Exact repetition is required: reproduce every line of the data.

SUPPLIED MATERIAL: Begin

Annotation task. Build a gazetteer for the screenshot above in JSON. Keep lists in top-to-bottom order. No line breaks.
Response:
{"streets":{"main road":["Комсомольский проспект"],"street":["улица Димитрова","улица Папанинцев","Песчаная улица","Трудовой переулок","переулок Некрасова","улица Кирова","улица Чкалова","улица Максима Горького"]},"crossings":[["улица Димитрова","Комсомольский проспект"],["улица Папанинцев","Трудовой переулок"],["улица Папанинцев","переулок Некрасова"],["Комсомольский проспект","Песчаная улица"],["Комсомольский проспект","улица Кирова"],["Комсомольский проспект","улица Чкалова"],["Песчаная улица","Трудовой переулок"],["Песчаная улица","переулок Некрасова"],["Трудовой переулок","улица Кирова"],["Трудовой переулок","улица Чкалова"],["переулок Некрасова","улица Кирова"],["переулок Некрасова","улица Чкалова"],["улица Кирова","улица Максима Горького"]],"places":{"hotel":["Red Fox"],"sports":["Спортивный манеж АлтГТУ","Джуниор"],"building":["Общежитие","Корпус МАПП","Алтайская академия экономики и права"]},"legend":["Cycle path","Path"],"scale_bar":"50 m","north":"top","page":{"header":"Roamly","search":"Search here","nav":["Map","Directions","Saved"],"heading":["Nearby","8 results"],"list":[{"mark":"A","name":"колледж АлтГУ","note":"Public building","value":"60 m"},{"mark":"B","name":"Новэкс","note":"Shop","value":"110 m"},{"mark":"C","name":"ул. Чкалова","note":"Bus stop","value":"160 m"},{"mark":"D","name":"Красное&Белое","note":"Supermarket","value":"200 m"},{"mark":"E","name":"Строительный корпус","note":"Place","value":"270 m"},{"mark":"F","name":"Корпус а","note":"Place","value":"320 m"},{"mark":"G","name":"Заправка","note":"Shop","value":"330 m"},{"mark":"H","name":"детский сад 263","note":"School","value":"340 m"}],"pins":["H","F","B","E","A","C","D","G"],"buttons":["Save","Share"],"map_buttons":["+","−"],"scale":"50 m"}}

SUPPLIED MATERIAL: End

## TASK RESULT:
Annotation task. Build a gazetteer for the screenshot above in JSON. Keep lists in top-to-bottom order. No line breaks.
Response:
{"streets":{"main road":["Комсомольский проспект"],"street":["улица Димитрова","улица Папанинцев","Песчаная улица","Трудовой переулок","переулок Некрасова","улица Кирова","улица Чкалова","улица Максима Горького"]},"crossings":[["улица Димитрова","Комсомольский проспект"],["улица Папанинцев","Трудовой переулок"],["улица Папанинцев","переулок Некрасова"],["Комсомольский проспект","Песчаная улица"],["Комсомольский проспект","улица Кирова"],["Комсомольский проспект","улица Чкалова"],["Песчаная улица","Трудовой переулок"],["Песчаная улица","переулок Некрасова"],["Трудовой переулок","улица Кирова"],["Трудовой переулок","улица Чкалова"],["переулок Некрасова","улица Кирова"],["переулок Некрасова","улица Чкалова"],["улица Кирова","улица Максима Горького"]],"places":{"hotel":["Red Fox"],"sports":["Спортивный манеж АлтГТУ","Джуниор"],"building":["Общежитие","Корпус МАПП","Алтайская академия экономики и права"]},"legend":["Cycle path","Path"],"scale_bar":"50 m","north":"top","page":{"header":"Roamly","search":"Search here","nav":["Map","Directions","Saved"],"heading":["Nearby","8 results"],"list":[{"mark":"A","name":"колледж АлтГУ","note":"Public building","value":"60 m"},{"mark":"B","name":"Новэкс","note":"Shop","value":"110 m"},{"mark":"C","name":"ул. Чкалова","note":"Bus stop","value":"160 m"},{"mark":"D","name":"Красное&Белое","note":"Supermarket","value":"200 m"},{"mark":"E","name":"Строительный корпус","note":"Place","value":"270 m"},{"mark":"F","name":"Корпус а","note":"Place","value":"320 m"},{"mark":"G","name":"Заправка","note":"Shop","value":"330 m"},{"mark":"H","name":"детский сад 263","note":"School","value":"340 m"}],"pins":["H","F","B","E","A","C","D","G"],"buttons":["Save","Share"],"map_buttons":["+","−"],"scale":"50 m"}}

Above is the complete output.